→ **EXERCISE DETAILS**
Within the entries below, find the lines that hold "head" and report only how many there are.
[Opening INFORMATION PROVIDED section]
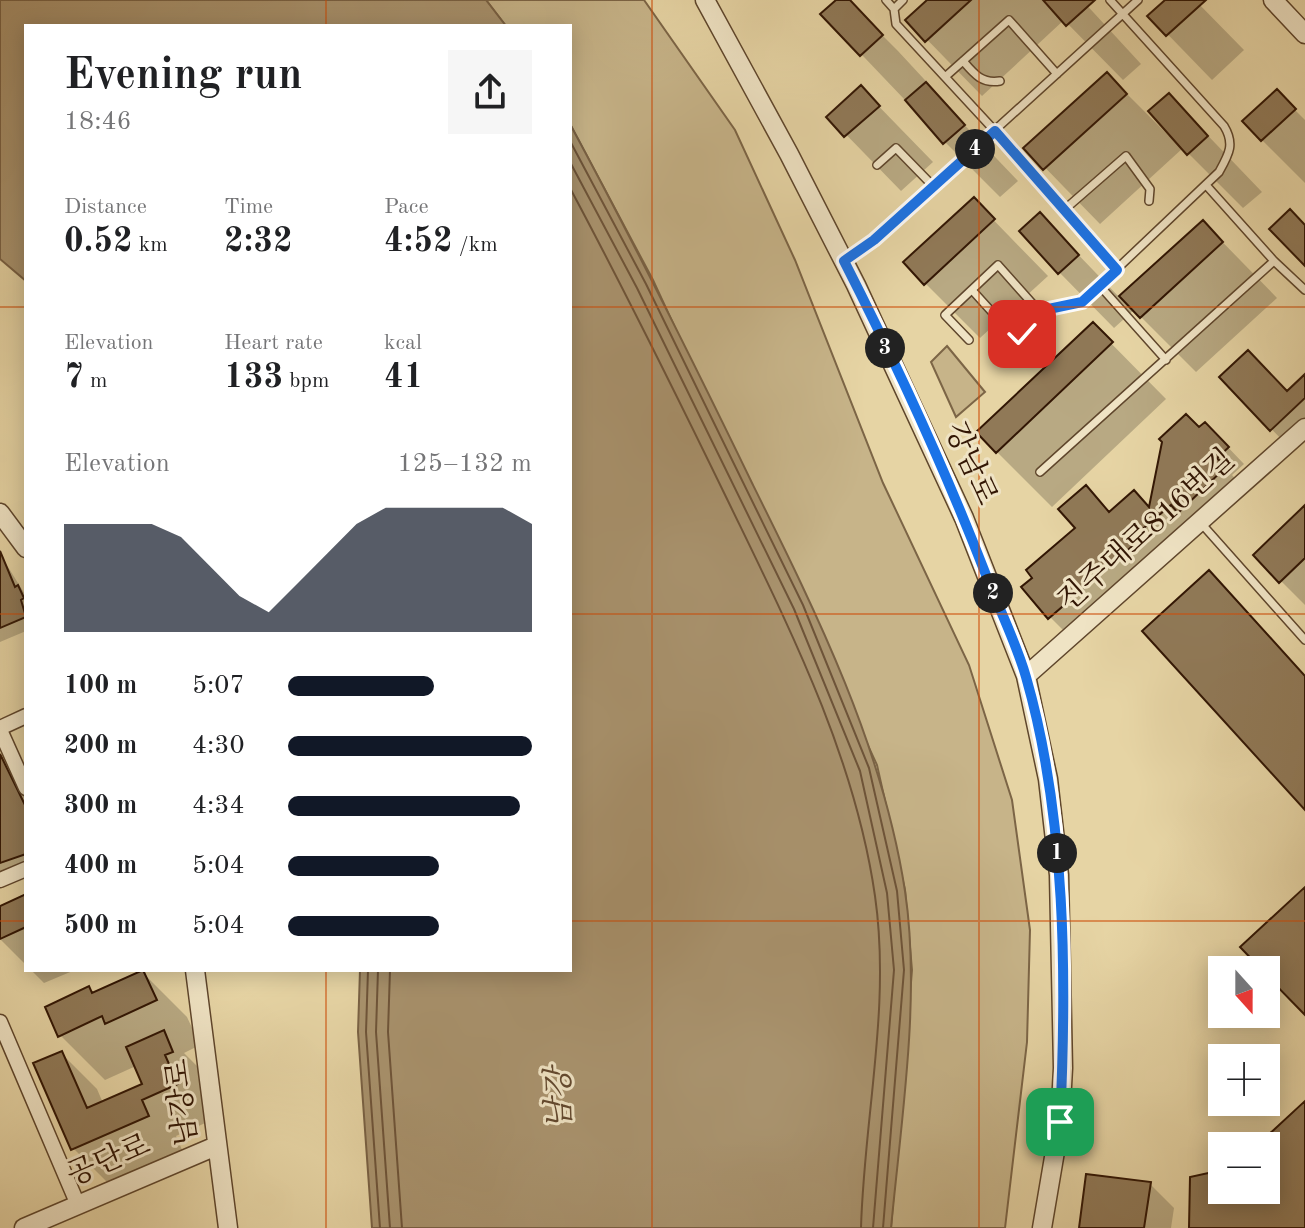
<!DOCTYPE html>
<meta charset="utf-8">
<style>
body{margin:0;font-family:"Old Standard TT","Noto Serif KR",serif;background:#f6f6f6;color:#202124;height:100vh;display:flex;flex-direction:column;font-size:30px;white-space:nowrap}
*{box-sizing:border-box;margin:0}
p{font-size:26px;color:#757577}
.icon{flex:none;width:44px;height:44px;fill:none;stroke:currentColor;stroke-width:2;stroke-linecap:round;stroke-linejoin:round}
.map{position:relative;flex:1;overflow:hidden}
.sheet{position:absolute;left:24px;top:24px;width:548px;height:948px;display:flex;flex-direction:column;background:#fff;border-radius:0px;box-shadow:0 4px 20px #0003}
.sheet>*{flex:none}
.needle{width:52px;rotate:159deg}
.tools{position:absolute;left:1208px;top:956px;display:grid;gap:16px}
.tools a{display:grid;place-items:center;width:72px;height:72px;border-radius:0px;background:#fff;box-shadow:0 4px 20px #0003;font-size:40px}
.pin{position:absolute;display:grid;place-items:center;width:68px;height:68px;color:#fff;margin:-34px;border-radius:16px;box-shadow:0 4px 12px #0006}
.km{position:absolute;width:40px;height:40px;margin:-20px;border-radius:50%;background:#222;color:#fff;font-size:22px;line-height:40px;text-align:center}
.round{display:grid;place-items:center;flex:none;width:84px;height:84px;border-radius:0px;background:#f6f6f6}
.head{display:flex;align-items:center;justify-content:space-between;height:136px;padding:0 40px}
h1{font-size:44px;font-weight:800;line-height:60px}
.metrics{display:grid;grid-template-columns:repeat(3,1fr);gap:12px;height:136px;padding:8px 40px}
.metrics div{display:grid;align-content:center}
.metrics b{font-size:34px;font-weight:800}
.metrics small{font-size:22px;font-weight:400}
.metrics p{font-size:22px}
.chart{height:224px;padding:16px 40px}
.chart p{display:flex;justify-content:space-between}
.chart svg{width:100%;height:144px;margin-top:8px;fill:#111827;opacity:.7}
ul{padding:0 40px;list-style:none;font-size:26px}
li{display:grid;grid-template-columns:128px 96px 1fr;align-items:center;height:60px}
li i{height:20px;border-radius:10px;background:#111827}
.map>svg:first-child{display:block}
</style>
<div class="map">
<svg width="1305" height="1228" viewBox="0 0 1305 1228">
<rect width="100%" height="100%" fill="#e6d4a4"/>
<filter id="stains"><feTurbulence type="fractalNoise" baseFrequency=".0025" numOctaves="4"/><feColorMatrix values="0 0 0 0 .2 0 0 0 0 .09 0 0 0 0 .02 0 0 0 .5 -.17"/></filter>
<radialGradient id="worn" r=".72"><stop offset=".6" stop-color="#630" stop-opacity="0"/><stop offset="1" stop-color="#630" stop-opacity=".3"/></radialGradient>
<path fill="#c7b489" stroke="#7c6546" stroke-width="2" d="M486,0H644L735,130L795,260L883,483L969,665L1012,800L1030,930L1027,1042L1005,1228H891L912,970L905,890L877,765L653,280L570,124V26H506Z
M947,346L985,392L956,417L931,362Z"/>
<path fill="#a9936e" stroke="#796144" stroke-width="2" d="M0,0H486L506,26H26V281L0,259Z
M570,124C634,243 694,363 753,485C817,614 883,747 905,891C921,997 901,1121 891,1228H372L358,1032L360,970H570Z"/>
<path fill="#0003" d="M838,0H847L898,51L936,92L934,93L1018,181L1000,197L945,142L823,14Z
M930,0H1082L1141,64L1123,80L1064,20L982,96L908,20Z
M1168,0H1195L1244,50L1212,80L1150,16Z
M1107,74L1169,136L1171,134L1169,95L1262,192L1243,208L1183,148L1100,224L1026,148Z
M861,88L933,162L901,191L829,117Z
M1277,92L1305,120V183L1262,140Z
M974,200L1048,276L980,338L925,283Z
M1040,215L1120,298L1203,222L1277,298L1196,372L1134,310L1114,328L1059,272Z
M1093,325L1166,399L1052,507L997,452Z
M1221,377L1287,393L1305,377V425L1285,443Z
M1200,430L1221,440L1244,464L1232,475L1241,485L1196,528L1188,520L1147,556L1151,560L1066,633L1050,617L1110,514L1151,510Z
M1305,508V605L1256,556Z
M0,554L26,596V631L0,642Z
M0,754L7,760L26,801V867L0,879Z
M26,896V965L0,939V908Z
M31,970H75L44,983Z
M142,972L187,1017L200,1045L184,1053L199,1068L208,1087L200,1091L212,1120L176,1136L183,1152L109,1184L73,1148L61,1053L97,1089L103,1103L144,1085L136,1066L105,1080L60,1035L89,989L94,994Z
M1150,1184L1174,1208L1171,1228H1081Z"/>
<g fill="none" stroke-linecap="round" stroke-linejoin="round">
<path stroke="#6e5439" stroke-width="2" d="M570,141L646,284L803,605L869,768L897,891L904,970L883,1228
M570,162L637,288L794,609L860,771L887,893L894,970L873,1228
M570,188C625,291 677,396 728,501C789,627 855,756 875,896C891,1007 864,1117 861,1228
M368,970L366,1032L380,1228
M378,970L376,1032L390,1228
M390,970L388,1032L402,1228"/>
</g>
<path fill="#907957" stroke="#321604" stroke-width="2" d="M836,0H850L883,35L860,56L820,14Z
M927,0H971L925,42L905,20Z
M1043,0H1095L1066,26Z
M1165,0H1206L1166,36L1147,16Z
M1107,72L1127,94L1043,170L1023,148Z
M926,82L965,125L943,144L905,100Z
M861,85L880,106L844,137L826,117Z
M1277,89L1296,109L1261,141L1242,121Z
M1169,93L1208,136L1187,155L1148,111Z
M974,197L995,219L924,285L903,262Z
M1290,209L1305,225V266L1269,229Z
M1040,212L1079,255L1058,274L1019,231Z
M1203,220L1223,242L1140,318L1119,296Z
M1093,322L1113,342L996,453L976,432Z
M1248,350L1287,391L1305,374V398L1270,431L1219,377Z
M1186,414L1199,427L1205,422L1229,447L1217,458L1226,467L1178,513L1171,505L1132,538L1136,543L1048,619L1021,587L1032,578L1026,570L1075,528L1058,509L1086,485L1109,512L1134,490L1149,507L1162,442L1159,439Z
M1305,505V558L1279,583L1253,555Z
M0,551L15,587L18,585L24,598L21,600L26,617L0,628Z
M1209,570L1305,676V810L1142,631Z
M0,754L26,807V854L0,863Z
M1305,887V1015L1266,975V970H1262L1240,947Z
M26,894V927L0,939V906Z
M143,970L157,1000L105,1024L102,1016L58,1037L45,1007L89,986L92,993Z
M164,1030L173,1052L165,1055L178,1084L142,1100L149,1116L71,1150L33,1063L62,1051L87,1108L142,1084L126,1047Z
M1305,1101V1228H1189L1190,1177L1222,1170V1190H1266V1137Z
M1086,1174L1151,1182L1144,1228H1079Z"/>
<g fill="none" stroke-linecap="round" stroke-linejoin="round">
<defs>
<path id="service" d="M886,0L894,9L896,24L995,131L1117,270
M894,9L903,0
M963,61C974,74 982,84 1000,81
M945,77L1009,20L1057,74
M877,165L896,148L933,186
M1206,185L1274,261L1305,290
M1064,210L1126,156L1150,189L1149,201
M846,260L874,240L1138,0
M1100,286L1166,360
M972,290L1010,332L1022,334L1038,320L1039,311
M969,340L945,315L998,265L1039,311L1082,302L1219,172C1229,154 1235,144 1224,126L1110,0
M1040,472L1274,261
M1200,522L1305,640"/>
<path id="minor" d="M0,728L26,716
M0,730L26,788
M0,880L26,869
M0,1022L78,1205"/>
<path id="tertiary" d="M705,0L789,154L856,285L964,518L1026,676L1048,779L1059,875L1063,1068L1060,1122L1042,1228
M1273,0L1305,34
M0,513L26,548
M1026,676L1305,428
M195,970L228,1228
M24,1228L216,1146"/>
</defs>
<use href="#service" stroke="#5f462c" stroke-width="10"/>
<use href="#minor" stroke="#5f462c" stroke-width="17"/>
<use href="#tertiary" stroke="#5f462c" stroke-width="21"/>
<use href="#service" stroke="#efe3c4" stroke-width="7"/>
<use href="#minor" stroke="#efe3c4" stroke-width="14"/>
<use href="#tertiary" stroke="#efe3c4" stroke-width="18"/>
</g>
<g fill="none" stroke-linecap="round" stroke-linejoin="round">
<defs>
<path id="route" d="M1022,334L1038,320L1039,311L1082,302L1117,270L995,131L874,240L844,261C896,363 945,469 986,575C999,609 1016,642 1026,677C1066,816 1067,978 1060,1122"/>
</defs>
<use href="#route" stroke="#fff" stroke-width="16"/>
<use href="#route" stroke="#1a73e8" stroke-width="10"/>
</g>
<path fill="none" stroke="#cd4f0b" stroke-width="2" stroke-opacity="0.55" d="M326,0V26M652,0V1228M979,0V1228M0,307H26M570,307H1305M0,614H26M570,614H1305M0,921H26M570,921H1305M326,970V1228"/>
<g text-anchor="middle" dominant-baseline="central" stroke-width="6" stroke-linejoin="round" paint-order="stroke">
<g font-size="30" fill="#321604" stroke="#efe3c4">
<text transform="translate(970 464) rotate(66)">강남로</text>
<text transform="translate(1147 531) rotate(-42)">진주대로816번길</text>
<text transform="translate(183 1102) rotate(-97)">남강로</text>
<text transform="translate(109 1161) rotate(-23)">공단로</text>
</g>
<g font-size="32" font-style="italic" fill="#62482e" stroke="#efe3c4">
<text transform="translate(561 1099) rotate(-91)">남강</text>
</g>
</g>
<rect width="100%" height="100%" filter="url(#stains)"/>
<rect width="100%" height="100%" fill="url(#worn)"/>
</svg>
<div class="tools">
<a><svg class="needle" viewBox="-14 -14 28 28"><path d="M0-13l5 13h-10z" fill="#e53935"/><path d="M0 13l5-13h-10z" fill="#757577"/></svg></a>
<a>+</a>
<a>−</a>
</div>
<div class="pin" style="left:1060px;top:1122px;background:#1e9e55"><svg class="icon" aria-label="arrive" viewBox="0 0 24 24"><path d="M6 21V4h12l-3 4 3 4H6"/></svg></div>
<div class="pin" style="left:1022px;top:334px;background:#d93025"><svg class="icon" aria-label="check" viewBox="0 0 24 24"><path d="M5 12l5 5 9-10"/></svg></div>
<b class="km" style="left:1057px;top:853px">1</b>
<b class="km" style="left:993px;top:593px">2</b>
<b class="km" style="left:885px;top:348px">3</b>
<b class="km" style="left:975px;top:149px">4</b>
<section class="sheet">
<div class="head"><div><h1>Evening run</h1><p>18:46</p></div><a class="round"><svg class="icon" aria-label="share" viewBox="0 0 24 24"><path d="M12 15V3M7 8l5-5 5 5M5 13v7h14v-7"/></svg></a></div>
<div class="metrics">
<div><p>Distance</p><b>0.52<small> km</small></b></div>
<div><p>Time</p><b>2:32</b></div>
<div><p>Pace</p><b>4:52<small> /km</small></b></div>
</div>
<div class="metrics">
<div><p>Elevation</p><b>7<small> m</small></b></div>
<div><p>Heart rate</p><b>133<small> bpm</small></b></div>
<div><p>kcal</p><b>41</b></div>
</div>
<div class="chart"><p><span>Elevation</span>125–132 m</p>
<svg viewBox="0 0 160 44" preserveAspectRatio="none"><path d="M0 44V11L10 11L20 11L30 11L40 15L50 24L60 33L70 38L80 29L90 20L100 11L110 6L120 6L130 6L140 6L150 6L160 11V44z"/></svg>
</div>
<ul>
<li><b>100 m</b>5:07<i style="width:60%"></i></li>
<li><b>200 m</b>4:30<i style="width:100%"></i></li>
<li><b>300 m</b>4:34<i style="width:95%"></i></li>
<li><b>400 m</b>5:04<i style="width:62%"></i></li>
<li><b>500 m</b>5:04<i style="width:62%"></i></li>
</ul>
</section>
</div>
[Closing INFORMATION PROVIDED section]
→ **EXERCISE RESPONSE**
2